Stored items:
--

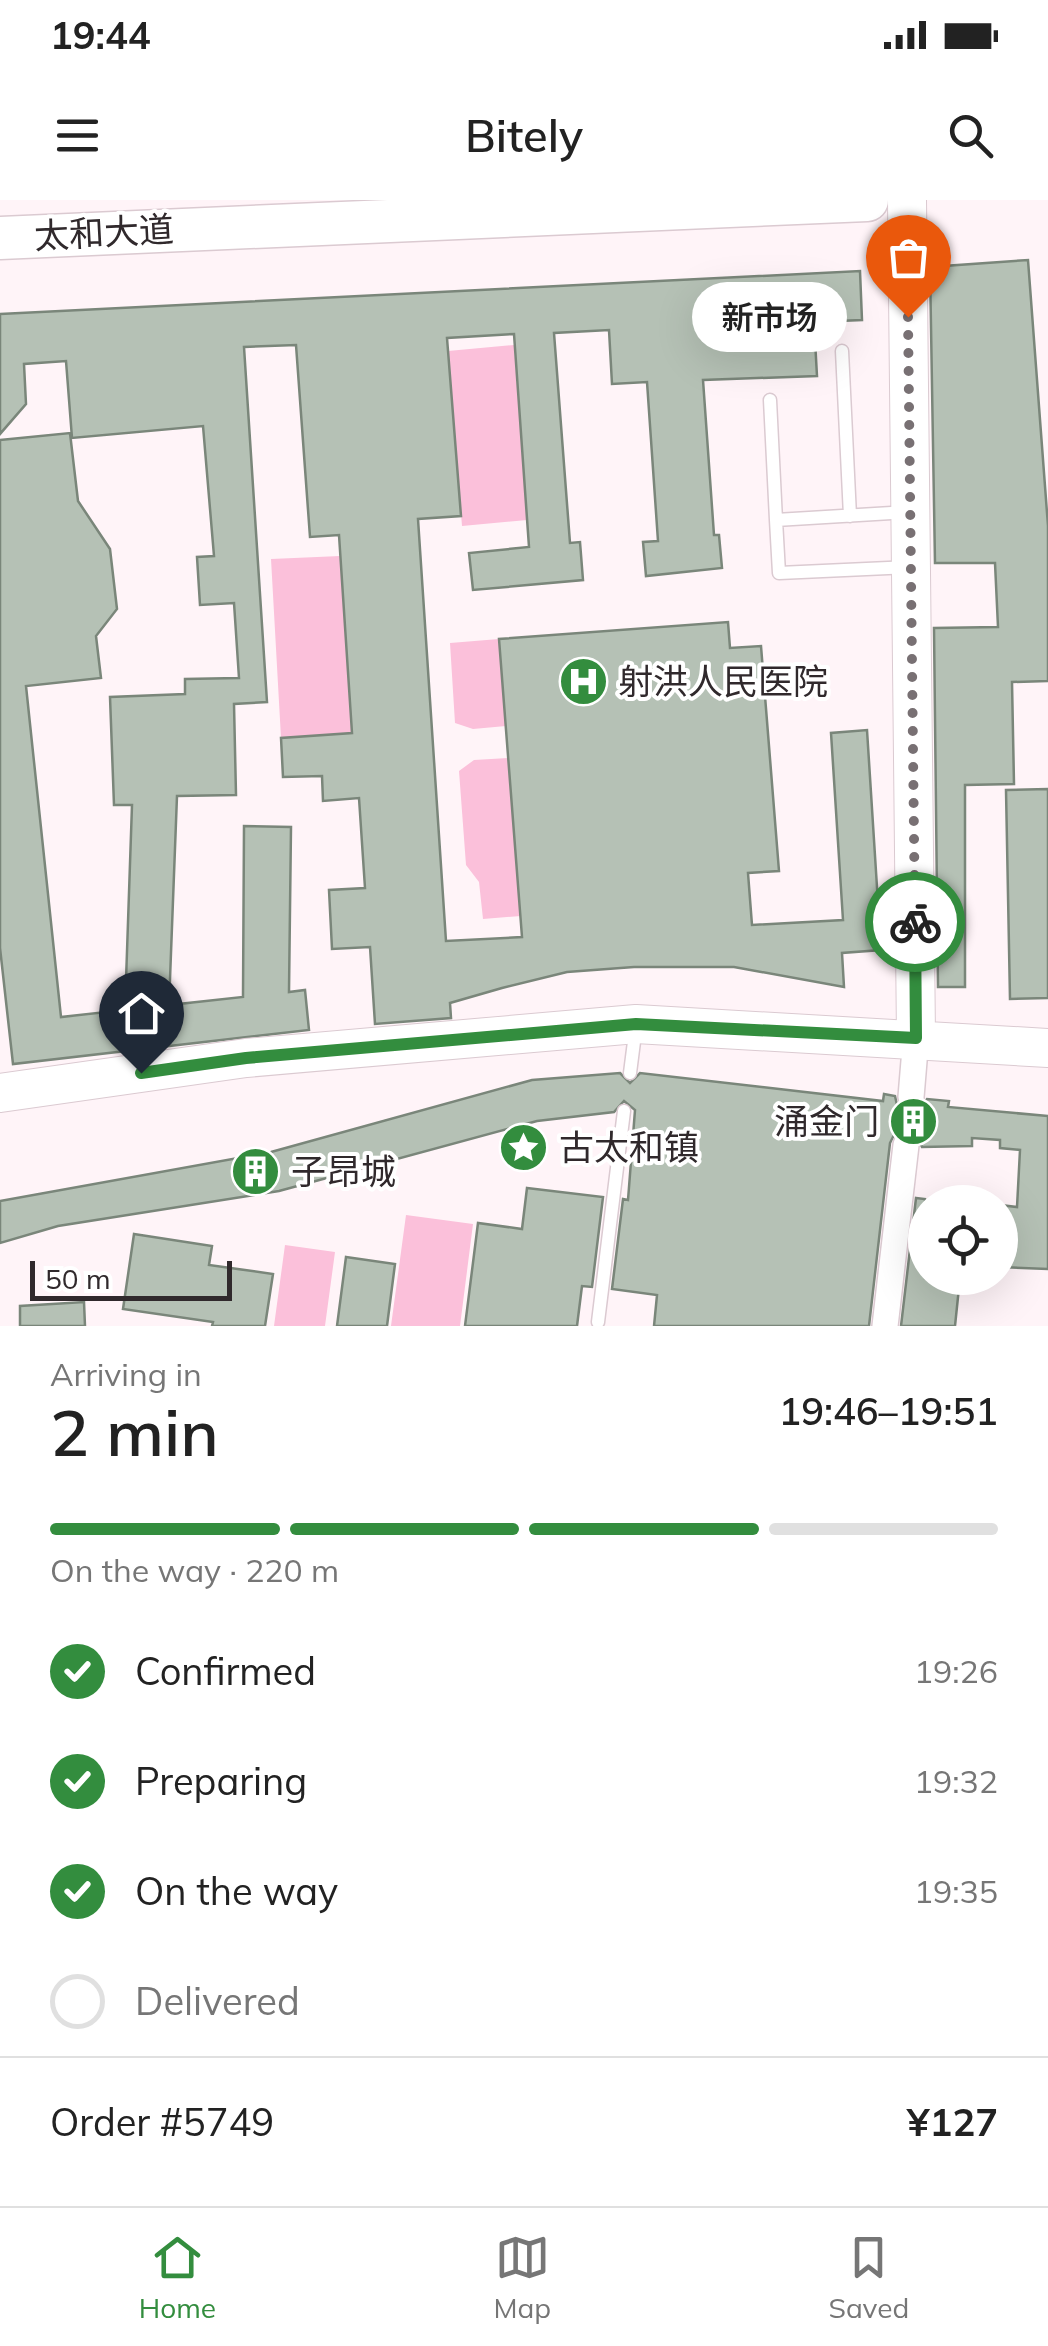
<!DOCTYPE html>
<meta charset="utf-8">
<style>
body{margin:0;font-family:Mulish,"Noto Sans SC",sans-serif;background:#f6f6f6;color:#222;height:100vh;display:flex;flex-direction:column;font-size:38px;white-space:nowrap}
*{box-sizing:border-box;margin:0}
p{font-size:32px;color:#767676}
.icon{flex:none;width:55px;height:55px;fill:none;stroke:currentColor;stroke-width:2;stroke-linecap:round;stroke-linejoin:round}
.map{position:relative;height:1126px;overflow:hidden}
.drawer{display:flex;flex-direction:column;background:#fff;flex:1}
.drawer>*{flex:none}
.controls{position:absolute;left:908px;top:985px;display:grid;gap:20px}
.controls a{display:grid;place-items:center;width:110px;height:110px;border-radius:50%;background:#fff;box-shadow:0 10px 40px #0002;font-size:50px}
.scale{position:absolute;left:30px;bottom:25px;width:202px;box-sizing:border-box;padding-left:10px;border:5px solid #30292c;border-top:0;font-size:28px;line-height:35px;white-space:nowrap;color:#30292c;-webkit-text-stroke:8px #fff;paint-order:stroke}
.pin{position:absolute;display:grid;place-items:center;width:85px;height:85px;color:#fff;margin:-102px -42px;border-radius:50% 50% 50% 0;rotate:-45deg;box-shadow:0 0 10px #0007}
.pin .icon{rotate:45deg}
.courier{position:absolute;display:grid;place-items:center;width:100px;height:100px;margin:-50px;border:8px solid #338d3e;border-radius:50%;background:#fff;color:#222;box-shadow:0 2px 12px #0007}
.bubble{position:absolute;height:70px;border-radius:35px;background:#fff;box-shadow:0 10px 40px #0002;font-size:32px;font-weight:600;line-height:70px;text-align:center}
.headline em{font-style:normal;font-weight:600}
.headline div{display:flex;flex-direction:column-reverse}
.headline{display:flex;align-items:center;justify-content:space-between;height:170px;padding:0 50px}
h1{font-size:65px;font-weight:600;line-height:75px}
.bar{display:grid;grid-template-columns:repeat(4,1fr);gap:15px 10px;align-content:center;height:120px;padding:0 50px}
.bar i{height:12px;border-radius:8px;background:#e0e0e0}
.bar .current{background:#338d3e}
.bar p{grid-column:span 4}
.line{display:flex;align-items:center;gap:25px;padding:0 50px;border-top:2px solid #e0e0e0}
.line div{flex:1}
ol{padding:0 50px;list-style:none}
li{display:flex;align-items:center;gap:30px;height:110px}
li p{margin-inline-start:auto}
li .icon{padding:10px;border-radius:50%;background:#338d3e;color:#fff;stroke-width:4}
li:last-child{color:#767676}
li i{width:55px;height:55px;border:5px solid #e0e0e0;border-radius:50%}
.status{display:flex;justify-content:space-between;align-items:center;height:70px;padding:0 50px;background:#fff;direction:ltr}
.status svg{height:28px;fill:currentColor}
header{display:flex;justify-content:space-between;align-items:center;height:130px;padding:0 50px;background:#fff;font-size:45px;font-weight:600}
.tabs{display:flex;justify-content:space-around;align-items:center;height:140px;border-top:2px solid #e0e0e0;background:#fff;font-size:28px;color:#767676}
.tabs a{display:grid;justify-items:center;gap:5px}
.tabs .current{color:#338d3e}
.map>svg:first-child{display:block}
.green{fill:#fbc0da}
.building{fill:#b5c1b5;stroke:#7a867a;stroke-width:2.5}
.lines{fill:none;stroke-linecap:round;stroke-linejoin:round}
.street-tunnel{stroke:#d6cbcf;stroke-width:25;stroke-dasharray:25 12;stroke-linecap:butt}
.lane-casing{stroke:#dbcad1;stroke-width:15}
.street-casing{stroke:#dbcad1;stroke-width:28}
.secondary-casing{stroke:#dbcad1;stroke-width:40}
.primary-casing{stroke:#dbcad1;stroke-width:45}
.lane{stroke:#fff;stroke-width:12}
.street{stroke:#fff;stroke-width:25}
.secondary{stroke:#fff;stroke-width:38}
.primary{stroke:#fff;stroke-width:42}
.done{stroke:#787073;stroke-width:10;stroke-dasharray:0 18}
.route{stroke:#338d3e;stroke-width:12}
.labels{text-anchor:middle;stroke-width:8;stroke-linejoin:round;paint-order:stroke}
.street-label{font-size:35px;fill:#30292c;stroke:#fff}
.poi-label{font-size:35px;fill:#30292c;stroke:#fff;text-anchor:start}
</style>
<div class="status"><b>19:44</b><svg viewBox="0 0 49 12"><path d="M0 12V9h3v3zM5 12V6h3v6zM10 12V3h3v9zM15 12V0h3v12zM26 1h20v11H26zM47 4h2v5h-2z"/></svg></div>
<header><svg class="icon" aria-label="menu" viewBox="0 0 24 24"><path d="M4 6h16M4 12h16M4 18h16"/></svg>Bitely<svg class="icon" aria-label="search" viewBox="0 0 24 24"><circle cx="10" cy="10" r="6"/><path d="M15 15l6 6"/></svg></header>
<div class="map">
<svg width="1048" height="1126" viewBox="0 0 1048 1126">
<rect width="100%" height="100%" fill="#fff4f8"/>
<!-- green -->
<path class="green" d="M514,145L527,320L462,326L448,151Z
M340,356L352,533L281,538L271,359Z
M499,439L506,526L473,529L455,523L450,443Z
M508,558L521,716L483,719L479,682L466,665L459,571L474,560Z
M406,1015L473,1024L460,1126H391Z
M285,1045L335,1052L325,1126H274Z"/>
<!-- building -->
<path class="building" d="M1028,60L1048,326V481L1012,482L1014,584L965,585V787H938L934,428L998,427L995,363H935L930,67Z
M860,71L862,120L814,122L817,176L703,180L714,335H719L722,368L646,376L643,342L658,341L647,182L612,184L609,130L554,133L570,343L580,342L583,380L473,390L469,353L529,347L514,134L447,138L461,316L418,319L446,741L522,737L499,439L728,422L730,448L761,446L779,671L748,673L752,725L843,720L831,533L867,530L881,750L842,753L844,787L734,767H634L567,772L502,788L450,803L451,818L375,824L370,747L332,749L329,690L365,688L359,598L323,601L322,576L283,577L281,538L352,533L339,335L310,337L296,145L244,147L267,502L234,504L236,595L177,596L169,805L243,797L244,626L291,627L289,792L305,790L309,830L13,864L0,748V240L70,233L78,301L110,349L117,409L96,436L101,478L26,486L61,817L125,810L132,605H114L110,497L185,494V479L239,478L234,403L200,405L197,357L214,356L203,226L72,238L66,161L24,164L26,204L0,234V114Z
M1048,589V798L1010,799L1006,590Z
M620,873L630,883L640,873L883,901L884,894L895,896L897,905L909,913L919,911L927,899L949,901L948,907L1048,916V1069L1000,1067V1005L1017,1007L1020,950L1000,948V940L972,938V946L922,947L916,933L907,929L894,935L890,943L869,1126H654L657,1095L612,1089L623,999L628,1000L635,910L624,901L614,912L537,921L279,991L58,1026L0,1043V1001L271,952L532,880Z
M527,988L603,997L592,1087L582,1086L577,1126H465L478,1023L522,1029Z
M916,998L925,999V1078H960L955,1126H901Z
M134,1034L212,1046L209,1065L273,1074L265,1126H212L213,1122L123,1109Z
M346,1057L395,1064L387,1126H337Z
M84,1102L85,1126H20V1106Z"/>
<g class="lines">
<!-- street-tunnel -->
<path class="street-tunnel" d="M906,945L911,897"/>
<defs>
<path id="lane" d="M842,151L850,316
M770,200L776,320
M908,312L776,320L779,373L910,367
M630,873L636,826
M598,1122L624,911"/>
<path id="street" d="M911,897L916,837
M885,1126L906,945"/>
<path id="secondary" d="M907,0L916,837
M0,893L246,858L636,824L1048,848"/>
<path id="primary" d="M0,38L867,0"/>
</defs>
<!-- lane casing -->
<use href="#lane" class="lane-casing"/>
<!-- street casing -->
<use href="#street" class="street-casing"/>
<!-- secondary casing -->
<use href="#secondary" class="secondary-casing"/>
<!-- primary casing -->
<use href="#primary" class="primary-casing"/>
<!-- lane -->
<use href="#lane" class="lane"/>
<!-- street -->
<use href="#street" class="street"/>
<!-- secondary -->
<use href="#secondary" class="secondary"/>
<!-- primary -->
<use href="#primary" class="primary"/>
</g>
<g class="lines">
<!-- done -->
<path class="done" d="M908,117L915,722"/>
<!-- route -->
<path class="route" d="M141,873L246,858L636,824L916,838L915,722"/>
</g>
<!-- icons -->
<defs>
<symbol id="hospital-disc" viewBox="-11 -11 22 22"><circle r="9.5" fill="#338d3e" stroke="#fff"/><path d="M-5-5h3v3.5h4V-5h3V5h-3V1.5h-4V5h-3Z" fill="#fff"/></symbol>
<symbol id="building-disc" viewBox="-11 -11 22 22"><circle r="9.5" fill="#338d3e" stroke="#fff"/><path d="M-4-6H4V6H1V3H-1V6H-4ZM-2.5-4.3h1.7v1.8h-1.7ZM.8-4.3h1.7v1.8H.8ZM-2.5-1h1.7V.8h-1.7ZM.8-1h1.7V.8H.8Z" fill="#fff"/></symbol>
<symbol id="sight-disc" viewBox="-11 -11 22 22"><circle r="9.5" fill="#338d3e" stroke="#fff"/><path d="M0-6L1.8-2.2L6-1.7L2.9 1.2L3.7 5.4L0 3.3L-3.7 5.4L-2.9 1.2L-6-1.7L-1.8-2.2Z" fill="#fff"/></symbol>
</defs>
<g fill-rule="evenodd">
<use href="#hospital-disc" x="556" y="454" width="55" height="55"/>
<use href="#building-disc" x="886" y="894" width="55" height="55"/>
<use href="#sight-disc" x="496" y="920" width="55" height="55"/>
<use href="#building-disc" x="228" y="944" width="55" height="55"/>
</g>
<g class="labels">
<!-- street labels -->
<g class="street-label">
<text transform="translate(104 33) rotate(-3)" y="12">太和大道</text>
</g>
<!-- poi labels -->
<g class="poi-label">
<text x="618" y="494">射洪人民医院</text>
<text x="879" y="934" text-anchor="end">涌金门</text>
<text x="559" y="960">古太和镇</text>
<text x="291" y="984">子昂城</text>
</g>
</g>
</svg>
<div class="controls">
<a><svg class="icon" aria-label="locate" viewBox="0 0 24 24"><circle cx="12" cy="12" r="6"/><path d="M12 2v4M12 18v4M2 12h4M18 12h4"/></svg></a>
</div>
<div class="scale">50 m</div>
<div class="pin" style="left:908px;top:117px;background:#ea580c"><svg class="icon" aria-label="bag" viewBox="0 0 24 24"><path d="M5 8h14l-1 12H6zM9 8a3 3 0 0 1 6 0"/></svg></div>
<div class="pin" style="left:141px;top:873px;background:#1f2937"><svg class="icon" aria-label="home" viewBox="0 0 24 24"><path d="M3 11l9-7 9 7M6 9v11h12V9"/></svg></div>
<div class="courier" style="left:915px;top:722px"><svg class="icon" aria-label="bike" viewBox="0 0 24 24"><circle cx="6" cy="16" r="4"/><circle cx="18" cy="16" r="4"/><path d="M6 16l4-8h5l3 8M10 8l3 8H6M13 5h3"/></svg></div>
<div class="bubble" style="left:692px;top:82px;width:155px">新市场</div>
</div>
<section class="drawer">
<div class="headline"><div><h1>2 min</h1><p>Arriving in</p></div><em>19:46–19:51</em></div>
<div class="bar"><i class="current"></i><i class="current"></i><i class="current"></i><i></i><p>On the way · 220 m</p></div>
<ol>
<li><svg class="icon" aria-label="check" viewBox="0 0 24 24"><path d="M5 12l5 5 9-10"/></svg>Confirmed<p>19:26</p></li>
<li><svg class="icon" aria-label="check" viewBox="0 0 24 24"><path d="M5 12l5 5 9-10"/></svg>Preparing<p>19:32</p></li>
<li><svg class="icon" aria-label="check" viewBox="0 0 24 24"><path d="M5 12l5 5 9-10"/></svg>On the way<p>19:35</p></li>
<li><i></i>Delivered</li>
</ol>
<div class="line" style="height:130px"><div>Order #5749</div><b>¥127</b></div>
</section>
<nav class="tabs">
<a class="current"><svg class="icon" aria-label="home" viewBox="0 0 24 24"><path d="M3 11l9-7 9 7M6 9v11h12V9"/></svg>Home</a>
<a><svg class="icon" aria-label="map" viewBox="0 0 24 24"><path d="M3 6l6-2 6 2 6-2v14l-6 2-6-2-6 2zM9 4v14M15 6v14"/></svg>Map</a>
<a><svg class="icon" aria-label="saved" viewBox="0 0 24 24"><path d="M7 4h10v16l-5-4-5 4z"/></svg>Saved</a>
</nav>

--

[Exercise] All lines in the records above with "linecap" need to be found and copied.

[The completed task]
.icon{flex:none;width:55px;height:55px;fill:none;stroke:currentColor;stroke-width:2;stroke-linecap:round;stroke-linejoin:round}
.lines{fill:none;stroke-linecap:round;stroke-linejoin:round}
.street-tunnel{stroke:#d6cbcf;stroke-width:25;stroke-dasharray:25 12;stroke-linecap:butt}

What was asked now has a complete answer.